▸ **WHAT NEEDS TO BE DONE**
Check every line of the material below for the string "Всех". State how many lines have it.

▸ **INPUT DATA**
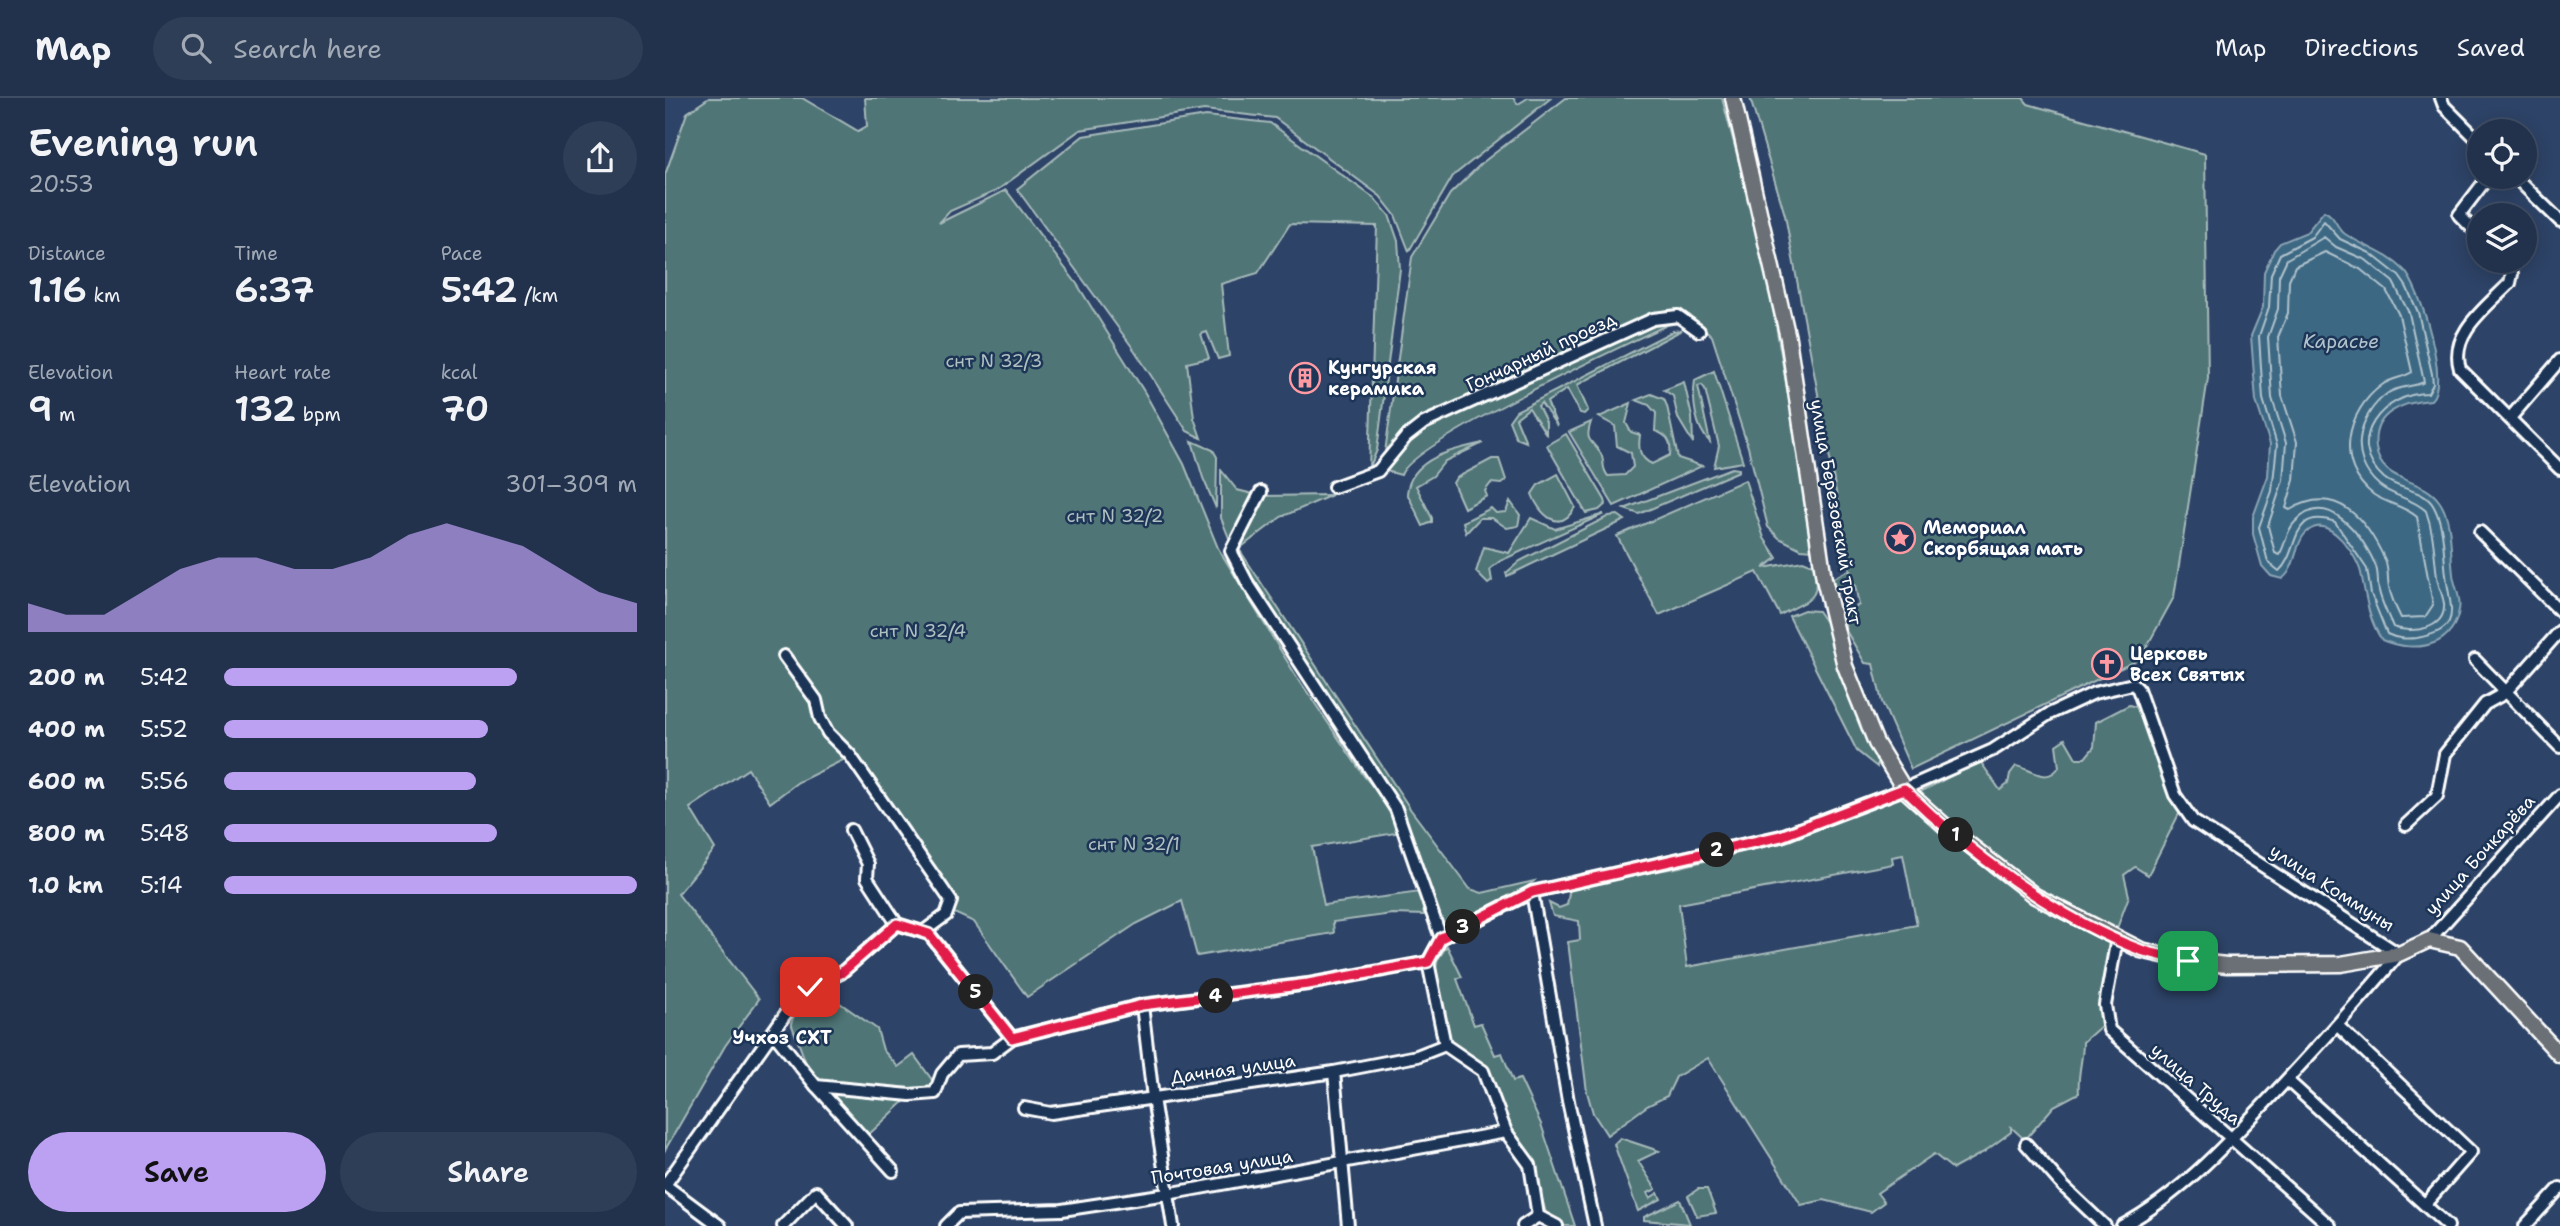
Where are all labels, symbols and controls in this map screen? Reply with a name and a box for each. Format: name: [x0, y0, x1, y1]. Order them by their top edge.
search box: [153, 17, 643, 80]
text: Map: [35, 26, 111, 71]
icon: search: [177, 29, 215, 67]
text: Search here: [233, 31, 382, 66]
text: Map: [2215, 32, 2266, 64]
text: Directions: [2304, 32, 2419, 64]
text: Saved: [2457, 32, 2525, 64]
text: Evening run: [28, 117, 258, 168]
map controls: [2467, 119, 2537, 273]
button: locate: [2467, 119, 2537, 189]
button: share: [563, 121, 637, 195]
text: 20:53: [28, 169, 94, 199]
button: layers: [2467, 203, 2537, 273]
text: Distance: [28, 241, 106, 266]
text: Time: [234, 241, 278, 266]
text: Pace: [441, 241, 482, 266]
text: 1.16: [28, 266, 87, 313]
text: 6:37: [234, 266, 315, 313]
text: 5:42: [441, 266, 518, 313]
text: km: [87, 283, 120, 308]
text: /km: [518, 283, 558, 308]
street label: Гончарный проезд: [1462, 307, 1620, 397]
water label: Карасье: [2303, 329, 2379, 354]
park label: снт N 32/3: [946, 349, 1042, 373]
place label: Кунгурская керамика: [1328, 356, 1437, 401]
text: Elevation: [28, 360, 113, 385]
text: Heart rate: [234, 360, 331, 385]
text: kcal: [441, 360, 478, 385]
building icon: Кунгурская керамика: [1288, 361, 1322, 395]
text: 9: [28, 385, 53, 432]
text: 132: [234, 385, 296, 432]
text: 70: [441, 385, 489, 432]
street label: улица Березовский тракт: [1804, 397, 1868, 627]
text: m: [53, 402, 75, 427]
text: bpm: [296, 402, 341, 427]
text: Elevation: [28, 469, 131, 499]
text: 301–309 m: [505, 469, 637, 499]
park label: снт N 32/2: [1067, 504, 1163, 528]
place label: Мемориал Скорбящая мать: [1923, 516, 2083, 561]
place icon: Мемориал Скорбящая мать: [1883, 521, 1917, 555]
park label: снт N 32/4: [870, 619, 966, 643]
place label: Церковь Всех Святых: [2130, 642, 2245, 687]
church icon: Церковь Всех Святых: [2090, 647, 2124, 681]
text: 200 m: [28, 662, 105, 692]
text: 5:42: [140, 662, 189, 692]
text: 400 m: [28, 714, 105, 744]
text: 5:52: [140, 714, 188, 744]
text: 600 m: [28, 766, 105, 796]
text: 5:56: [140, 766, 189, 796]
street label: улица Бочкарёва: [2420, 790, 2540, 920]
text: 800 m: [28, 818, 105, 848]
text: 5:48: [140, 818, 190, 848]
pin: 1: [1939, 818, 1973, 852]
text: 1: [1951, 822, 1960, 847]
park label: снт N 32/1: [1088, 832, 1180, 856]
pin: 2: [1699, 832, 1735, 868]
text: 2: [1710, 837, 1723, 862]
street label: улица Коммуны: [2265, 839, 2399, 937]
text: 1.0 km: [28, 870, 103, 900]
text: 5:14: [140, 870, 183, 900]
pin: 3: [1445, 910, 1481, 944]
text: 3: [1456, 914, 1469, 939]
pin: [2158, 931, 2218, 991]
icon: arrive: [2169, 942, 2207, 980]
pin: [780, 957, 840, 1017]
icon: check: [791, 968, 829, 1006]
pin: 5: [959, 974, 993, 1010]
pin: 4: [1199, 978, 1233, 1014]
text: 5: [970, 979, 981, 1004]
text: 4: [1209, 983, 1222, 1008]
district label: Учхоз СХТ: [732, 1025, 832, 1050]
street label: улица Труда: [2146, 1038, 2246, 1130]
street label: Дачная улица: [1169, 1048, 1297, 1090]
button: Save: [28, 1132, 326, 1212]
button: Share: [340, 1132, 637, 1212]
street label: Почтовая улица: [1150, 1144, 1294, 1190]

▸ **THE COMPLETED TASK**
2